In der Exposition müssen die Patienten konkret in die Situation reingehen oder die Körpersymptome oder sorgenbesetzten Gedanken bewusst auslösen und unter Ausschaltung aller Sicherheitsmechanismen die Angst bewusst wahrnehmen, um dann zu bemerken, dass die Angst ab einem gewissen Punkt plötzlich von ganz alleine sinkt.
Das ist für Patienten eine sogenannt korrigierende Erfahrung, die sie vorher noch nicht gemacht haben.
Gehen sie zu einem anderen Zeitpunkt wieder so vor, fällt nach dem gleichen Prinzip die Angst schon viel früher ab. So flacht die Angstkurve immer weiter ab, bis die Patienten idealerweise auf der Nulllinie sind. Das schlägt sich auch biologisch in der Deaktivierung des Angstnetzwerkes nieder.

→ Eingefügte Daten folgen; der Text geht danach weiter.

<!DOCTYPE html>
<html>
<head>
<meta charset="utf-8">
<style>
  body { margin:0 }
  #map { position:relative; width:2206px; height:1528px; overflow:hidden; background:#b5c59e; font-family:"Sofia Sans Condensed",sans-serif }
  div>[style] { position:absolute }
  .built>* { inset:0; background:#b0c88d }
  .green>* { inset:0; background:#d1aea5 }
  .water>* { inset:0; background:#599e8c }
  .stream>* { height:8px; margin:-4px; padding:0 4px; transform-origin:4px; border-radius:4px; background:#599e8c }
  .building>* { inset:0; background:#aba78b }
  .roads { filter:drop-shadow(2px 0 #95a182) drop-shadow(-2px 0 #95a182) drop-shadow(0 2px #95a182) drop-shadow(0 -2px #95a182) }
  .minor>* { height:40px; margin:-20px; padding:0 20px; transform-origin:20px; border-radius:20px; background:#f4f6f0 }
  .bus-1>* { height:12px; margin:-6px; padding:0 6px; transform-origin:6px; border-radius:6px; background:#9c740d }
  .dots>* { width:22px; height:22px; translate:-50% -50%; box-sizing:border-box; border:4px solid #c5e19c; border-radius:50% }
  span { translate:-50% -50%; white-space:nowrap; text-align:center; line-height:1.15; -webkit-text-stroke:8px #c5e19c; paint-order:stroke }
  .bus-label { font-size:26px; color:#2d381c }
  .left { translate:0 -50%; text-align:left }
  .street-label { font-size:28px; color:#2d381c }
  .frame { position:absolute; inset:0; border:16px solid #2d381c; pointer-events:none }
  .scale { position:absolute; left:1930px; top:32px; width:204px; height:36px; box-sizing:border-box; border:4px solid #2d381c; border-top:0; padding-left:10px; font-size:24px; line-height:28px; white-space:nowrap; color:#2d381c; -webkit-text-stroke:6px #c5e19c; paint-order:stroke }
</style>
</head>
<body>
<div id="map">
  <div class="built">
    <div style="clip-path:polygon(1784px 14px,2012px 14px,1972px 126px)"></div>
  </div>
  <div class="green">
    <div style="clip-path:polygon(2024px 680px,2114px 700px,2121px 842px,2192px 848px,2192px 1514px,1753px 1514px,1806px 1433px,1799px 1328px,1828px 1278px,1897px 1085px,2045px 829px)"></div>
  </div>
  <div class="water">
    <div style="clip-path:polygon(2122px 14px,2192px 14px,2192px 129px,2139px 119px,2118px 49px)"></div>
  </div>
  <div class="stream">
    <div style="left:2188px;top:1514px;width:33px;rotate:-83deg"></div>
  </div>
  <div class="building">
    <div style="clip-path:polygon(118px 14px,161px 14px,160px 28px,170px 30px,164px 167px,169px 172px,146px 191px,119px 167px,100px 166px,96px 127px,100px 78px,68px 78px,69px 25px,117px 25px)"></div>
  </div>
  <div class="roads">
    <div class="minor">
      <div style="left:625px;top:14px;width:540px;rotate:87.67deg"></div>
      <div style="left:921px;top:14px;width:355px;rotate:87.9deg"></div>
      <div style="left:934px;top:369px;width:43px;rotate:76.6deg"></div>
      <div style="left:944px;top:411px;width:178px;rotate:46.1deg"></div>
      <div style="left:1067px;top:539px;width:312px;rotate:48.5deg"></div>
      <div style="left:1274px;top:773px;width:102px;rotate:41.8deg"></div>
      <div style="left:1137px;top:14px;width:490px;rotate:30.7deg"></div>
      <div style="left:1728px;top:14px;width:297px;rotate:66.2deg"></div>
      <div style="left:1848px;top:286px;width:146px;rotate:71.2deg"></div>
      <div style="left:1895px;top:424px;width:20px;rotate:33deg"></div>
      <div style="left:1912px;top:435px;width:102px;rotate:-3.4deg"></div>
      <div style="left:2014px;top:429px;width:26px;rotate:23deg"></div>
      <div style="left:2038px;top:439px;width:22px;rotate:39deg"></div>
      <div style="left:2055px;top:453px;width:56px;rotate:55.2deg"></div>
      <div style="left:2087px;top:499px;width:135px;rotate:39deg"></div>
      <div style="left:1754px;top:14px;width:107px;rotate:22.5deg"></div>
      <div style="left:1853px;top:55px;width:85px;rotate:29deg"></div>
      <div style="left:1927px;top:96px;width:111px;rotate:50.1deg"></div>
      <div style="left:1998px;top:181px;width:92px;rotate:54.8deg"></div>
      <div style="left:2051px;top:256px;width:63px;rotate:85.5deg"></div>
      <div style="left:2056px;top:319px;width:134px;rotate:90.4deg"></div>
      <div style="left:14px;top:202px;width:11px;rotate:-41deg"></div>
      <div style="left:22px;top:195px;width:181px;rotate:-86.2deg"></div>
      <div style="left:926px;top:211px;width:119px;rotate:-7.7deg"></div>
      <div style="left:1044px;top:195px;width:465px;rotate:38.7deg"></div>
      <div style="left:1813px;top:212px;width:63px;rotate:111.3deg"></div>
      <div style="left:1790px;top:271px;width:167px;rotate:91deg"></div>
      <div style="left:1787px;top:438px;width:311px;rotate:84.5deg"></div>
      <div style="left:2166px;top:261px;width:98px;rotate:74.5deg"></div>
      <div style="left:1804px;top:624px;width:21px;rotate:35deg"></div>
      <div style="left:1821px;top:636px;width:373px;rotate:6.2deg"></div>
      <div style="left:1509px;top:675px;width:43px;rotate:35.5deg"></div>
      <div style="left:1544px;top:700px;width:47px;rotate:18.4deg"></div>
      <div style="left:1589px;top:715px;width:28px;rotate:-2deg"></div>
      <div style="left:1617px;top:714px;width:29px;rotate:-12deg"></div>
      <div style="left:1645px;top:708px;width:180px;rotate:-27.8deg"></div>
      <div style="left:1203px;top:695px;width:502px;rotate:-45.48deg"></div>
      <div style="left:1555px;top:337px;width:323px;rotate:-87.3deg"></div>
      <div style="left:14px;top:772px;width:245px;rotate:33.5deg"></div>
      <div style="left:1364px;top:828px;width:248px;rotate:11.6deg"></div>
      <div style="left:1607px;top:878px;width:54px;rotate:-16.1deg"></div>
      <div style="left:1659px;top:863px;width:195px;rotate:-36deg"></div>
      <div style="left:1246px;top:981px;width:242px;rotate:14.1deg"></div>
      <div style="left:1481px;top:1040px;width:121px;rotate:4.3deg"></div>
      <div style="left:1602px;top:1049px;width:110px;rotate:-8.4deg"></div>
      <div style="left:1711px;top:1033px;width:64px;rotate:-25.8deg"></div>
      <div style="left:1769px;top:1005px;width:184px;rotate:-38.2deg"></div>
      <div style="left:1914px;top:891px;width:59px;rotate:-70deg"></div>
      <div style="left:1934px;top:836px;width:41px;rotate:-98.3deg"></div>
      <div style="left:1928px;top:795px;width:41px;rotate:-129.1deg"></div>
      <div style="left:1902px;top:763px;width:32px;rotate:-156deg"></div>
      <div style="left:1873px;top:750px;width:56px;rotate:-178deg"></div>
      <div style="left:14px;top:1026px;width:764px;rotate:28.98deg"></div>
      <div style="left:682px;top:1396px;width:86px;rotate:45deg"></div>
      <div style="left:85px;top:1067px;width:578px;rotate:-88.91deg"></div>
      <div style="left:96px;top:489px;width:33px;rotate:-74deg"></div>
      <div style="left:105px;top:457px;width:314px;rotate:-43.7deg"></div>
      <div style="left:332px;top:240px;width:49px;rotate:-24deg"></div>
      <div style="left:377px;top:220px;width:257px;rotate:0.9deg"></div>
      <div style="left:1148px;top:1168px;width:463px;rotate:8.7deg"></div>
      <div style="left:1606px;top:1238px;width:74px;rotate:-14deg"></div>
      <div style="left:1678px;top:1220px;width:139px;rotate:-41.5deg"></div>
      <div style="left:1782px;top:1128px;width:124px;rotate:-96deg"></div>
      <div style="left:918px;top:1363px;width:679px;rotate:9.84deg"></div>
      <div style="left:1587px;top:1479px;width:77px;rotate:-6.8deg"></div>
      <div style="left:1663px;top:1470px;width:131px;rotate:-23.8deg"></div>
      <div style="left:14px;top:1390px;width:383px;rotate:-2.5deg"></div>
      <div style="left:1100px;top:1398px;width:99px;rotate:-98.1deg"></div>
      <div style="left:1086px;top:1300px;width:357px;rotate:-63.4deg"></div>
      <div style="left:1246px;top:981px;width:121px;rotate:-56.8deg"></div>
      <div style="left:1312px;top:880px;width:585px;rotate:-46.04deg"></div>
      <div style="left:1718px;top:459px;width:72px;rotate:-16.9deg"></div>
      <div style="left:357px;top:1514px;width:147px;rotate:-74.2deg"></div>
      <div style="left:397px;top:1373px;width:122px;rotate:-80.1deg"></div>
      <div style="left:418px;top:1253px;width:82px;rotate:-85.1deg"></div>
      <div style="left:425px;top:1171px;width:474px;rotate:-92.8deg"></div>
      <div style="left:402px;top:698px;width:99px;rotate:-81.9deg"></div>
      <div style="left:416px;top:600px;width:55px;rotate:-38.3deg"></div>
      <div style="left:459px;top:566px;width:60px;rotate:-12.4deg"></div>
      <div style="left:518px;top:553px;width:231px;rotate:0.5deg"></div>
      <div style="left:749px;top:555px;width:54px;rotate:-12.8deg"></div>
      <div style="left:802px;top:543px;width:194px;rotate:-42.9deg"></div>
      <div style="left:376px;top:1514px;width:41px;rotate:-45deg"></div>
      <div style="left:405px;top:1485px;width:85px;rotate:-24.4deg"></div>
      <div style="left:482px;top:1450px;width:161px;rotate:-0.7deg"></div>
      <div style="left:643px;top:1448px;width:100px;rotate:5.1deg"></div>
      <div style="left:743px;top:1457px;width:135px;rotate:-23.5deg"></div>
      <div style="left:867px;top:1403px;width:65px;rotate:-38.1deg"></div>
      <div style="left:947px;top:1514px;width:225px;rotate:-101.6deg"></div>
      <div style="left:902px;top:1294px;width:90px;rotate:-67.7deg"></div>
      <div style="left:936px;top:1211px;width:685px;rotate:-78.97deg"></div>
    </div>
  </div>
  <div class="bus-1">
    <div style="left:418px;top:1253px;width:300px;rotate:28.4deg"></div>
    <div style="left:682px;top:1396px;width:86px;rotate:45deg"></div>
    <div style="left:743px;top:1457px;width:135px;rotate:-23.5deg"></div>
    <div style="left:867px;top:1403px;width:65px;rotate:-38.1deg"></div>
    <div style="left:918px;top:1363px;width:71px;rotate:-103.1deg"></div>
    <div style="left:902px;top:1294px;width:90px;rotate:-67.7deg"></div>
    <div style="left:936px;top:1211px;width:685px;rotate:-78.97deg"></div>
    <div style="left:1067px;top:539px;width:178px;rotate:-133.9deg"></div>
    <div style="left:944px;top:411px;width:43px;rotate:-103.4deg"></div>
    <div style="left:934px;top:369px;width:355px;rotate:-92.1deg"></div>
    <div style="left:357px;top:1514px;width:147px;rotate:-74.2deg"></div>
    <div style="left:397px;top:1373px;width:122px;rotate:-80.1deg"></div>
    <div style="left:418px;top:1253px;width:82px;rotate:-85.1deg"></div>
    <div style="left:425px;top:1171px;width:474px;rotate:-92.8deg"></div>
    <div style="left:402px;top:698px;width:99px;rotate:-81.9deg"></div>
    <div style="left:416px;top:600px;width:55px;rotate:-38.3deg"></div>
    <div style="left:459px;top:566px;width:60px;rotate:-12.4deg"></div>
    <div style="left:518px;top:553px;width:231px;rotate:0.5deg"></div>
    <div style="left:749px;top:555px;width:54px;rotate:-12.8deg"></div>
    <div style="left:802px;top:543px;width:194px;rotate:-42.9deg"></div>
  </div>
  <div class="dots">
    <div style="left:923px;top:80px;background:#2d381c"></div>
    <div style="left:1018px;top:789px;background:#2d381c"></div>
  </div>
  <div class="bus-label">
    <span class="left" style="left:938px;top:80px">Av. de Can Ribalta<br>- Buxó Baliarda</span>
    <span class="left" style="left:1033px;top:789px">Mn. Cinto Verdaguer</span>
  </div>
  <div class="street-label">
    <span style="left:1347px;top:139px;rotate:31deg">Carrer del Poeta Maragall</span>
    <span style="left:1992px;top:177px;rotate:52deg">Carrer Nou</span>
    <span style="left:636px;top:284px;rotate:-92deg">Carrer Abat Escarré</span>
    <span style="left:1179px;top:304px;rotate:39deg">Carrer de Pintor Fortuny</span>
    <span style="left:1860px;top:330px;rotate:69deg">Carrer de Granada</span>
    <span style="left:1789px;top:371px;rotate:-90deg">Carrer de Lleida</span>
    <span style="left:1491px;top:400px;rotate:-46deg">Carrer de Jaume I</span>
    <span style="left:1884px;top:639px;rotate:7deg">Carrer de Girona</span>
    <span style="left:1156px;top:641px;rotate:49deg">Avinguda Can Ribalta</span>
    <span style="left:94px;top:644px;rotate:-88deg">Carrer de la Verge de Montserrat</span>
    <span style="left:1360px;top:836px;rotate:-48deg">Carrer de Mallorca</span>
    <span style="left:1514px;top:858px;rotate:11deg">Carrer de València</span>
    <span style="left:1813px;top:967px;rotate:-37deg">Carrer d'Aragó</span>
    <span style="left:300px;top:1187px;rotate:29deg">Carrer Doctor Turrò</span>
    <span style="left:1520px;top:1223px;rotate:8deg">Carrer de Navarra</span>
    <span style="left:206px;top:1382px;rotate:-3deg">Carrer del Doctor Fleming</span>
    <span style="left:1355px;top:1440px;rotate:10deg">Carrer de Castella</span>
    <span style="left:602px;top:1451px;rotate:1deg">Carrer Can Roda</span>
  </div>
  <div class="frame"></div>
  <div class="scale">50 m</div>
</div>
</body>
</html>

Wie groß ist die Chance für Betroffene, wieder angstfrei leben zu können?
Bei der Mehrheit der Patienten erreicht man durch eine Therapie und/oder medikamentöse Therapie in Form von Antidepressiva deutliche Verbesserungen der Angstproblematik.
Das heißt: Die Angst ist nicht mehr auf einem Niveau, wo sie belastend oder beeinträchtigend ist.
Sehr viele Patienten haben überhaupt keine Probleme mehr, da gelingt es, die Angst komplett zurück zu entwickeln. In Zahlen bedeutet das, dass bei ca. 70 Prozent der Patienten die Angst nur noch in einem geringen Maß vorhanden oder ganz weg ist.
Herr Dr. Plag, vielen Dank für das Gespräch!